One of the most notable Oklahoma City neighborhoods in the downtown area is Bricktown. Once a rundown warehouse district, Bricktown is now a happening place that’s filled with restaurants, clubs, live music venues, office space, and retailers. Popular attractions in this neighborhood include the AT&T Bricktown Ballpark, home of the RedHawks minor league team, and the work-in-progress Land Run Monument, on track to be one of the biggest sculpture gardens in the world.
The Arts District is another downtown entertainment and cultural center. In this neighborhood, you’ll find a number of attractions to explore, including the I.M. Pei-designed Myriad Botanical Garden, the Oklahoma City Museum of Art, and the Civic Center Music Hall, among others. This Oklahoma City neighborhood, made for art lovers, is also the site of one of the largest arts festivals in the United States.
Oklahoma City’s Midtown neighborhoods are also notable for making use of once-abandoned spaces. One of the best examples of this kind of historical recycling is the Automobile Alley neighborhood. Easily one of the most architecturally interesting places in Oklahoma City, this Midtown neighborhood was once the center of the city’s automobile industry in the 1920s. Abandoned car dealerships have been converted into wildly-creative restaurants, lofts, and condo spaces that maintain the architectural charm and features of the original dealerships.
The same kind of revitalization is popular in Midtown Oklahoma City’s Cottage District. This neighborhood is nicknamed the “Architect’s Ghetto,” thanks to a unique mix of history and edgy style. Once considered a dicey section of town, this Oklahoma City neighborhood has been undergoing a revival since the 2002 conversion of several historic mansions. When architects moved in and fused contemporary style with historic charm, the neighborhood got its nickname.
Further north, Oklahoma City’s Uptown neighborhoods are a mix of historic tree-lined neighborhoods, Oklahoma City University hangouts, multicultural shops, and gritty pockets of abandoned city space. This area is also full of historic Route 66 landmarks. The famous freeway ran through several Oklahoma City neighborhoods in the Uptown area, and many of its iconic landmarks, such as the Milk Bottle Building, the Gold Dome, and the Will Rogers Theater, still exist.

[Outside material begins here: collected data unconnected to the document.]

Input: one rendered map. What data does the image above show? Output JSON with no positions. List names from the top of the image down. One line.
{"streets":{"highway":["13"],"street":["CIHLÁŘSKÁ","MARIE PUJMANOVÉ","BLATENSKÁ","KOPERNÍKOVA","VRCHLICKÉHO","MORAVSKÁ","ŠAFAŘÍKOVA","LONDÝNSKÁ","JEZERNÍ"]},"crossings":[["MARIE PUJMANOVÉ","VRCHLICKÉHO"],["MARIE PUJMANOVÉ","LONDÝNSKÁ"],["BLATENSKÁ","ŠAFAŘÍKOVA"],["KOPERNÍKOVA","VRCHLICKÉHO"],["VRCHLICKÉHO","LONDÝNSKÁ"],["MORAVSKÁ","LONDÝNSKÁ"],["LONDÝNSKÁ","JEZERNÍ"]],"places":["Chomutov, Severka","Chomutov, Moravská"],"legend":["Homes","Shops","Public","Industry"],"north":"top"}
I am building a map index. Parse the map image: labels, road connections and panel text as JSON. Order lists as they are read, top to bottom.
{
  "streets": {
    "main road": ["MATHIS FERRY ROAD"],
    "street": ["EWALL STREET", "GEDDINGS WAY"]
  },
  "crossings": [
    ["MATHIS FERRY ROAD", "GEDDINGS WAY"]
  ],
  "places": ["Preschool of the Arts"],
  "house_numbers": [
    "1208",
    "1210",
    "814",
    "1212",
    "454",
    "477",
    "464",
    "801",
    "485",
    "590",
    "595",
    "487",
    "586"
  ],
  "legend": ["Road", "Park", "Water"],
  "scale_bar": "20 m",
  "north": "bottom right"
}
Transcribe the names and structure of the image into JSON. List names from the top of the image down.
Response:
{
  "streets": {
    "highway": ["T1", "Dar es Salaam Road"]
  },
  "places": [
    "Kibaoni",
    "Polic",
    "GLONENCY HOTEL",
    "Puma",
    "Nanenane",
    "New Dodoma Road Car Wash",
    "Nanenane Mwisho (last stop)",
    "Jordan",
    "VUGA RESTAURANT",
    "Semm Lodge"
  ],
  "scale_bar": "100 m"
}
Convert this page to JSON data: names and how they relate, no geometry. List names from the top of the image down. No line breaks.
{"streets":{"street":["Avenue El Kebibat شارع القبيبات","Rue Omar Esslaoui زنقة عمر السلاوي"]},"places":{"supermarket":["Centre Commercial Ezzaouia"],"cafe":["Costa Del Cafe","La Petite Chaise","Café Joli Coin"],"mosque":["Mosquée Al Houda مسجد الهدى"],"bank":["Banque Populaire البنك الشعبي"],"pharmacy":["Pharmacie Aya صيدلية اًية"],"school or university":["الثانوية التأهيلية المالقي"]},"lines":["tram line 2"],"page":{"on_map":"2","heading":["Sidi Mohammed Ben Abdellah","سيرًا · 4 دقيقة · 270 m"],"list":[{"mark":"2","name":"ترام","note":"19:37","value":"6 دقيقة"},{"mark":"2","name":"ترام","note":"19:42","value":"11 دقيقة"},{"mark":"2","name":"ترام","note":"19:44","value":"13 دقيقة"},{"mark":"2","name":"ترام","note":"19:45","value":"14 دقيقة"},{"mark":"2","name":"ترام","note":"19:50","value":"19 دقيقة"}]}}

Within the Uptown Oklahoma City neighborhoods, you’ll find several notable districts. There’s the Asia District, home to the largest Asian population in the state and bustling with art galleries, apartments, and retailers. There’s also the Paseo Arts District, a diverse Spanish village-style neighborhood that’s home to a large commercial shopping area as well as numerous restaurants. The 39th Street Enclave, home to the largest gay and lesbian population in the state, is also located here.
Don’t forget the ‘burbs
There’s plenty more to explore in arts, culture, and architecture outside of Oklahoma City’s urban neighborhoods. These suburban attractions include golf resorts, the Martin Park Nature Center, the Oklahoma City Zoo and Botanical Garden, and the Science Museum of Oklahoma (located in the aptly-named Adventure District).